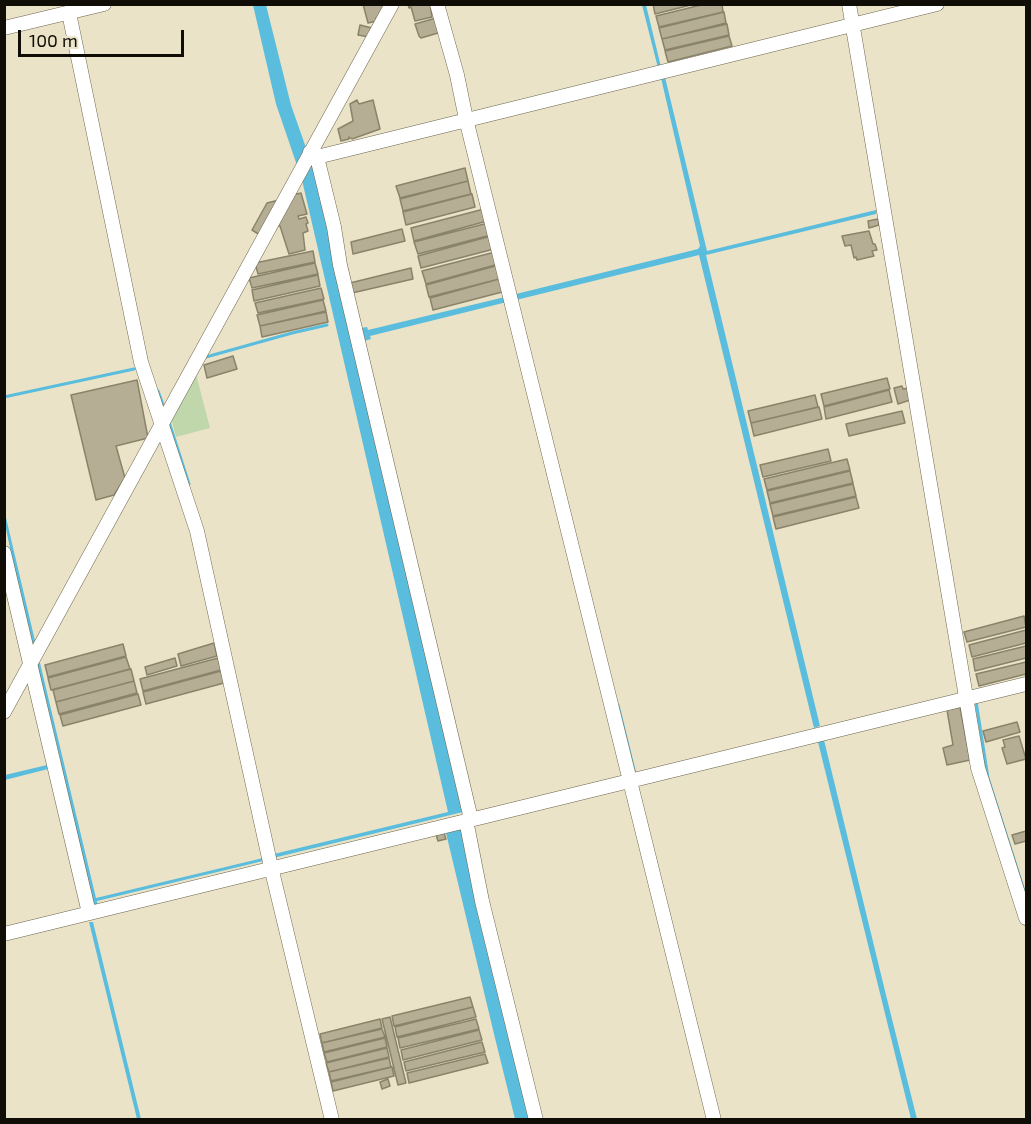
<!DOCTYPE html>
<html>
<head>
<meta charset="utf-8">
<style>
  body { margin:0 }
  #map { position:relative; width:1031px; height:1124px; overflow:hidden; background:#eae3c7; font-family:"Exo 2",sans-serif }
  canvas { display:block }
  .frame { position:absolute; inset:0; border:6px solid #0f0d05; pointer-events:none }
  .scale { position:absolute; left:18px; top:30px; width:166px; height:27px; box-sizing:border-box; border:3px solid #0f0d05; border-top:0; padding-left:8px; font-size:18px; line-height:21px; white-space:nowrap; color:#0f0d05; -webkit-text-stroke:4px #eae3c7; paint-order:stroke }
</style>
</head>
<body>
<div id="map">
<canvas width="1031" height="1124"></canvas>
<div class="frame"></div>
<div class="scale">100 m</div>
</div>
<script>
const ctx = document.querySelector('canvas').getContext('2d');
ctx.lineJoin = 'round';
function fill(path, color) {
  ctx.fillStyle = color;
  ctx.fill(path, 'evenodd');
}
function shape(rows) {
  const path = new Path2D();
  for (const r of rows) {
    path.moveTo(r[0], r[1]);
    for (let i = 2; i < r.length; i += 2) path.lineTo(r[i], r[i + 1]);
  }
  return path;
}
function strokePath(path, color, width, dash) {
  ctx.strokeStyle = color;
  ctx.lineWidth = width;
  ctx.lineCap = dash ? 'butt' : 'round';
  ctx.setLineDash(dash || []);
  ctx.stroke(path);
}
const green = shape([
  [196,374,210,428,176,437,171,418]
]);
const water = shape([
  [253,5,266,5,291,105,311,162,316,167,361,328,367,327,368,330,505,297,507,302,370,336,371,339,364,341,352,338,463,812,273,858,274,854,448,812,302,180,276,104],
  [642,5,646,5,661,67,658,68],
  [665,77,707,251,876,210,876,214,706,255,820,726,814,728,699,255,516,300,516,294,682,253,698,249,700,246,661,78],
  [4,509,36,645,33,645,11,553,5,524],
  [37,663,40,663,96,898,263,858,263,861,97,901,97,904,94,904,58,763,61,762],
  [824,740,885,991,917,1119,911,1119,818,742],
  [47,765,48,769,5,780,5,775],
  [461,829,532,1119,515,1119,494,1034,446,833],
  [89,922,93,922,141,1119,137,1119]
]);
const stream = shape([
  [206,357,292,333,327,325],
  [158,391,165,410],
  [4,397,134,369],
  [169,422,189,484],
  [976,701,988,778,1026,897],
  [618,705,635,774]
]);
const building = shape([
  [363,4,385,4,384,11,379,13,381,16,376,18,377,21,368,23,363,4],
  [408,4,430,4,432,17,415,21,411,7,409,8,408,4],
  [653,4,695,4,655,14,653,4],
  [705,4,722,4,723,12,659,27,656,16,705,4],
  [724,12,726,23,662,39,659,28,724,12],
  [436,18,438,33,421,38,419,36,415,24,436,18],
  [727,24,729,35,665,50,662,39,727,24],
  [360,25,372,28,369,37,358,35,360,25],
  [729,36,732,46,668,62,665,51,729,36],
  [357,100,359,104,373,100,380,129,352,139,349,137,349,139,341,141,338,129,353,121,350,104,357,100],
  [465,168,468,181,400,198,396,186,465,168],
  [468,181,471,194,403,211,400,199,468,181],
  [301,193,307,214,298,216,299,219,306,217,308,223,306,224,308,231,303,233,305,250,289,254,280,226,278,226,277,222,292,195,301,193],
  [472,194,475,207,406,225,403,212,472,194],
  [279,200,260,235,252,230,267,203,279,200],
  [484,209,487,221,414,241,411,228,484,209],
  [878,219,879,225,869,228,868,221,878,219],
  [488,223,491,235,418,254,414,242,488,223],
  [402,229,405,241,353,254,351,242,402,229],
  [869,231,873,244,875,244,877,250,872,251,874,256,857,260,856,257,854,258,851,245,845,246,842,236,869,231],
  [491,236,494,249,421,268,418,256,491,236],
  [313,251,315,262,258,274,255,263,313,251],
  [495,252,499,264,426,284,422,271,495,252],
  [315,263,318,274,252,288,249,278,315,263],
  [499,265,503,278,429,297,426,285,499,265],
  [411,268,413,279,352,293,350,283,411,268],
  [318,275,320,286,254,301,252,290,318,275],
  [503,278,506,291,433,310,430,298,503,278],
  [321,288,324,299,258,313,255,303,321,288],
  [323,300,326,311,260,326,257,315,323,300],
  [326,312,328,322,262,337,260,326,326,312],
  [233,356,237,369,207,378,204,365,233,356],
  [887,378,890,389,824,406,821,394,887,378],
  [137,380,148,438,116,446,125,478,114,495,96,500,71,395,137,380],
  [902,386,903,389,908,388,910,400,898,404,894,388,902,386],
  [889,390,892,402,826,419,824,407,889,390],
  [815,395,818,407,751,423,748,411,815,395],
  [819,407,822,419,754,436,751,423,819,407],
  [902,411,905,423,849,436,846,424,902,411],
  [828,449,831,461,763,477,760,465,828,449],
  [847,459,850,470,767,490,764,479,847,459],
  [850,471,853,483,770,503,767,491,850,471],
  [853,484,856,496,773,516,770,504,853,484],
  [856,497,859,508,776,529,773,517,856,497],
  [1024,616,1026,627,967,642,964,632,1024,616],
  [1026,630,1026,643,972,657,969,645,1026,630],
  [214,643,217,656,181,666,178,654,214,643],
  [123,644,126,656,48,677,45,665,123,644],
  [1026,646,1026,658,975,671,973,659,1026,646],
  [126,657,130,669,51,690,48,678,126,657],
  [175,658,177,666,147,675,145,667,175,658],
  [218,658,221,670,143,691,140,679,218,658],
  [1026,662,1026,674,979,686,976,674,1026,662],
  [131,669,134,681,56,702,53,690,131,669],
  [221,671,224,683,146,704,143,692,221,671],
  [134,681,137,693,59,714,56,702,134,681],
  [138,694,141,705,63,726,60,715,138,694],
  [960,707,970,760,947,765,943,748,953,745,947,710,960,707],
  [1017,722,1020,732,986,742,983,731,1017,722],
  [1019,736,1026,759,1007,764,1002,748,1005,747,1003,740,1019,736],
  [1026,831,1026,841,1015,844,1012,835,1026,831],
  [444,833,446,839,438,841,436,835,444,833],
  [470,997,473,1007,394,1026,392,1016,470,997],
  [473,1007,476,1017,397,1037,395,1027,473,1007],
  [390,1017,406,1083,398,1085,382,1019,390,1017],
  [380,1019,382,1028,322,1043,320,1034,380,1019],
  [476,1019,479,1029,400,1048,398,1038,476,1019],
  [382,1029,385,1037,324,1052,322,1043,382,1029],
  [479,1030,482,1040,403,1060,401,1050,479,1030],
  [385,1038,387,1047,327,1062,324,1053,385,1038],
  [482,1042,485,1052,406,1071,404,1062,482,1042],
  [387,1048,389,1057,329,1072,326,1063,387,1048],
  [485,1054,488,1063,409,1083,407,1073,485,1054],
  [389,1058,391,1067,331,1081,329,1072,389,1058],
  [392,1067,394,1076,333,1091,331,1082,392,1067],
  [388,1079,390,1086,382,1089,380,1082,388,1079]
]);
const street = shape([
  [437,4,457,75,466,119,714,1120],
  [849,4,978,768,1026,918],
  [69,13,141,362,197,531,271,867,332,1120],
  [4,28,104,4],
  [310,152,317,157,937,4],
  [317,157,334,227,340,265,471,819],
  [4,553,89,913],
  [4,712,392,4],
  [466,820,482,901,536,1120],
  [4,934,1026,684]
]);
fill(green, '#bfd7ab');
fill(water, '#5abddd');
strokePath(stream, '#5abddd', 3);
fill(building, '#b5ae94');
strokePath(building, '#898369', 1.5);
strokePath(street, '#6c664e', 15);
strokePath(street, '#fff', 14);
</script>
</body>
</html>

Your goal ▸ Exactly as they stand, set down the lines from the start of the material through the line with "const ctx = document.querySelector('canvas').getContext('2d');", both ends included, omitting the pictures.

Solution for this problem ▸
<!DOCTYPE html>
<html>
<head>
<meta charset="utf-8">
<style>
  body { margin:0 }
  #map { position:relative; width:1031px; height:1124px; overflow:hidden; background:#eae3c7; font-family:"Exo 2",sans-serif }
  canvas { display:block }
  .frame { position:absolute; inset:0; border:6px solid #0f0d05; pointer-events:none }
  .scale { position:absolute; left:18px; top:30px; width:166px; height:27px; box-sizing:border-box; border:3px solid #0f0d05; border-top:0; padding-left:8px; font-size:18px; line-height:21px; white-space:nowrap; color:#0f0d05; -webkit-text-stroke:4px #eae3c7; paint-order:stroke }
</style>
</head>
<body>
<div id="map">
<canvas width="1031" height="1124"></canvas>
<div class="frame"></div>
<div class="scale">100 m</div>
</div>
<script>
const ctx = document.querySelector('canvas').getContext('2d');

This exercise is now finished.